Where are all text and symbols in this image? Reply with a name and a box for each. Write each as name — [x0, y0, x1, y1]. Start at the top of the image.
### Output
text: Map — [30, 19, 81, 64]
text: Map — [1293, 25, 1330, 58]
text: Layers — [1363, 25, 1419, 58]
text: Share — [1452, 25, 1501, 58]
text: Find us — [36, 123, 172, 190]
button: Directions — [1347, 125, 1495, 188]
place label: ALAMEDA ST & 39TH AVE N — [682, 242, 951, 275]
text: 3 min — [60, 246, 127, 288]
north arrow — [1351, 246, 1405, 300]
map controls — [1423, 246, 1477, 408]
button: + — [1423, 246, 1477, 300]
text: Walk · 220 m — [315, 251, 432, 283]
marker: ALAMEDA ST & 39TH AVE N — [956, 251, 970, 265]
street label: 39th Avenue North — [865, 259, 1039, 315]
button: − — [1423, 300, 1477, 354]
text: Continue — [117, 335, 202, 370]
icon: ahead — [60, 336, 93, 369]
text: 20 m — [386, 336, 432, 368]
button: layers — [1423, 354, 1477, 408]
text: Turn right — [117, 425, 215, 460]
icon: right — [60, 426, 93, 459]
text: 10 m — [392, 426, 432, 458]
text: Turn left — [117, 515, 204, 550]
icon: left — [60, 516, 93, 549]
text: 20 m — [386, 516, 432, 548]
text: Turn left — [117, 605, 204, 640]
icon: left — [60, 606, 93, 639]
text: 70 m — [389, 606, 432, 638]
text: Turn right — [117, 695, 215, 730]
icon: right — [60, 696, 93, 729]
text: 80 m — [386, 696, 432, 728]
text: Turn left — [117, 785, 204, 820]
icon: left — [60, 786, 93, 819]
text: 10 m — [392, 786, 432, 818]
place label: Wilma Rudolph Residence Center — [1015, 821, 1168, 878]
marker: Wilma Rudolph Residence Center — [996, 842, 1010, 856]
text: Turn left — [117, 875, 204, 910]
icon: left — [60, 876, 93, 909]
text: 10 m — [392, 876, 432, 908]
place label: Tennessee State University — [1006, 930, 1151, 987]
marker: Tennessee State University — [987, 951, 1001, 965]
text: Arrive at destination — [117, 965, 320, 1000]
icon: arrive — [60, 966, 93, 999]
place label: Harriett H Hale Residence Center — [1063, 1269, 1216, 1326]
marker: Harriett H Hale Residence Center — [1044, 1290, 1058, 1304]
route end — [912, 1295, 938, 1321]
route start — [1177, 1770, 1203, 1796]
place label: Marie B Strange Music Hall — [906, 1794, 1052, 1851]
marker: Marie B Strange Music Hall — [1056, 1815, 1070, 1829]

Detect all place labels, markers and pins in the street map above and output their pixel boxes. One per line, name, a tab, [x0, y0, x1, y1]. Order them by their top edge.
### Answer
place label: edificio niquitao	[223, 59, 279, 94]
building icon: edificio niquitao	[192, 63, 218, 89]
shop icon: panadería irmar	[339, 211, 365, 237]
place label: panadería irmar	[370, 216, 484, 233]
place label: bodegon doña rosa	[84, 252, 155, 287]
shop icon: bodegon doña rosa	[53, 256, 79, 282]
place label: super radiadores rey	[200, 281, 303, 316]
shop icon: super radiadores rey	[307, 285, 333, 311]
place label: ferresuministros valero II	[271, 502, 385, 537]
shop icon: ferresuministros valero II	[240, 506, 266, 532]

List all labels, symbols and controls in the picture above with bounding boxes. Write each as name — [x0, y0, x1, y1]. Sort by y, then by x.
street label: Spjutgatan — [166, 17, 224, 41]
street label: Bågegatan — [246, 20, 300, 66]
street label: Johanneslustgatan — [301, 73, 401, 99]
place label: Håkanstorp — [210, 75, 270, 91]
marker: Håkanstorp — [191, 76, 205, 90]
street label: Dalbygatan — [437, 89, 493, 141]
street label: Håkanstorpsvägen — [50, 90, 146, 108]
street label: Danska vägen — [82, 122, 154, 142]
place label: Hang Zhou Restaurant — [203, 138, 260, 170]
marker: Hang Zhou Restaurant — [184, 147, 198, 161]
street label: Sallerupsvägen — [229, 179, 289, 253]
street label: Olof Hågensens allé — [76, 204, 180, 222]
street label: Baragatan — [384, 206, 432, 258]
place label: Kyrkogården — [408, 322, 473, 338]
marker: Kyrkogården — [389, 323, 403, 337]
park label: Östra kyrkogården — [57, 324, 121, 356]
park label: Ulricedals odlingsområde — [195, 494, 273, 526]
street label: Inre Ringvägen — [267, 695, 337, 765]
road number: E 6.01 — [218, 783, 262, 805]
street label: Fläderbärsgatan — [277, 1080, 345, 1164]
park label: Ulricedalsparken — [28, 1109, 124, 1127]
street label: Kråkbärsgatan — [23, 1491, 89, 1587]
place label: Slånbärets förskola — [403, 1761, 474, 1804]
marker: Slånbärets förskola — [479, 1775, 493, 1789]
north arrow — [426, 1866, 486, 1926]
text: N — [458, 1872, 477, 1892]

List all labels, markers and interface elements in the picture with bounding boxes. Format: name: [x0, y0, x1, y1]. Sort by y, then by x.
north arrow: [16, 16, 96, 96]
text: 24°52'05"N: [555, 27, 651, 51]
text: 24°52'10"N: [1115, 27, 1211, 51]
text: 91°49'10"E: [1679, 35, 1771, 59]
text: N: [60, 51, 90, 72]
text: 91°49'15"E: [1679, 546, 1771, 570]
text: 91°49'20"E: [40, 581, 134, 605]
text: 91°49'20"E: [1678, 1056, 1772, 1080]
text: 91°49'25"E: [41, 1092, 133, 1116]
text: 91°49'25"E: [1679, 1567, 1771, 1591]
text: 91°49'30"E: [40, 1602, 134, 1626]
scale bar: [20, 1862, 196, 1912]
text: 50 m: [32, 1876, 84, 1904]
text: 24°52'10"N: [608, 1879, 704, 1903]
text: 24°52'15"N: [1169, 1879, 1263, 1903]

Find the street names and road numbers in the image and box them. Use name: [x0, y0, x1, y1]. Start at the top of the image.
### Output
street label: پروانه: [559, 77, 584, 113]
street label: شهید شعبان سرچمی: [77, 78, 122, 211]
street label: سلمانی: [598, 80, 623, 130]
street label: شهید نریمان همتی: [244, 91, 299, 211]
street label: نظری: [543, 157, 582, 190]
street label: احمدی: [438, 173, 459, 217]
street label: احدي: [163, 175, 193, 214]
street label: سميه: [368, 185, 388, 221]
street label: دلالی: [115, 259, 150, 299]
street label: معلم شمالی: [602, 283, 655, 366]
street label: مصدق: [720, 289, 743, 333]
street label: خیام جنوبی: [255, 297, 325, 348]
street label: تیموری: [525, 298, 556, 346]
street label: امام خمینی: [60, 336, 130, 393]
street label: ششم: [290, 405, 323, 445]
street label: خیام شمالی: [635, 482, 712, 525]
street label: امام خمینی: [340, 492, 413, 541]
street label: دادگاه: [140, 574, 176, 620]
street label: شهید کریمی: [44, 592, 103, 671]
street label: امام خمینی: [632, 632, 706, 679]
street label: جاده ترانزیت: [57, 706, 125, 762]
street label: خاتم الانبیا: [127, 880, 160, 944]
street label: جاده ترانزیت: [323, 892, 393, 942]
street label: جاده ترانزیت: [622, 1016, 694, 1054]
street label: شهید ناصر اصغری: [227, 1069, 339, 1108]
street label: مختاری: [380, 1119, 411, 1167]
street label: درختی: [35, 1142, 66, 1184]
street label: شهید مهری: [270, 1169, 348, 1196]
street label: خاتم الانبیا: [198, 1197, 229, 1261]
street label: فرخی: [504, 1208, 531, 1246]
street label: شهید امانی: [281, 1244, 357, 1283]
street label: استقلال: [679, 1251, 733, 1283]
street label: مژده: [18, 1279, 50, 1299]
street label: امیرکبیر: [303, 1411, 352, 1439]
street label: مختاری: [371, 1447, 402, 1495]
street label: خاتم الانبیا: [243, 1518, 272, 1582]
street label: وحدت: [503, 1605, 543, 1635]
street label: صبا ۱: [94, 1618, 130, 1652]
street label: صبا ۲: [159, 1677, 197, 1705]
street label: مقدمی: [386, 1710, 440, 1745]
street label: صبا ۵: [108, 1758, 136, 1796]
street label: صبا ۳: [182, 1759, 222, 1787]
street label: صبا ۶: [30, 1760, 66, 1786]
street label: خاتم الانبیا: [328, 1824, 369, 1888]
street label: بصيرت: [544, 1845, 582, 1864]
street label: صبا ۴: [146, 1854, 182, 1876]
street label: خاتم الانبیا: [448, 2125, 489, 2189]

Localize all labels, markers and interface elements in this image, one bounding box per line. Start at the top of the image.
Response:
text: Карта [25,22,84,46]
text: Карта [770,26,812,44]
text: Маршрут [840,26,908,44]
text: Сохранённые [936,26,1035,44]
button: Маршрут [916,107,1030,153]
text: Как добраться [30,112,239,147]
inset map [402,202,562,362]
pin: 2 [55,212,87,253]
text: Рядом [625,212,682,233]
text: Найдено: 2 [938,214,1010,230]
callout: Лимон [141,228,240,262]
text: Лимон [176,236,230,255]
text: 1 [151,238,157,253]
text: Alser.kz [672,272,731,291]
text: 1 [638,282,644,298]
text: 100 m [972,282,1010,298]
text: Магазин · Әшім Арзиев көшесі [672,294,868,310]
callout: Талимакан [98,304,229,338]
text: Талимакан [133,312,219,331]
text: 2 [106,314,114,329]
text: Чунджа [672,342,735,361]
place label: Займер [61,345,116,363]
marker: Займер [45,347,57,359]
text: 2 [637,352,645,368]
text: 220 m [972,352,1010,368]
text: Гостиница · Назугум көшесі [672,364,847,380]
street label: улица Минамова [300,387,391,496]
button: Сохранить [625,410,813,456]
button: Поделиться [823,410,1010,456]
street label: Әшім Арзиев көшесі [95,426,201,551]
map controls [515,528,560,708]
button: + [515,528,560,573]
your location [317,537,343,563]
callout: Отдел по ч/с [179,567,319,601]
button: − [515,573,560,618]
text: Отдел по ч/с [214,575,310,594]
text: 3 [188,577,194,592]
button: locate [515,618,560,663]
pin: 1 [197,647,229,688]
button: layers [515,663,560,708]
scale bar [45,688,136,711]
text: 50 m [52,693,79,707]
■ ■ ■ ■
Your instructions » All lines of the listing holding the string "above" must be returned, copied as they stand.

Result below »
Detect all place labels, markers and pins in the street map above and output their pixel boxes. One per line, name, a tab, [x0, y0, x1, y1]. Order them by their top edge.
List all labels, symbols and controls in the picture above with bounding boxes. Write each as name — [x0, y0, x1, y1]. Sort by y, then by x.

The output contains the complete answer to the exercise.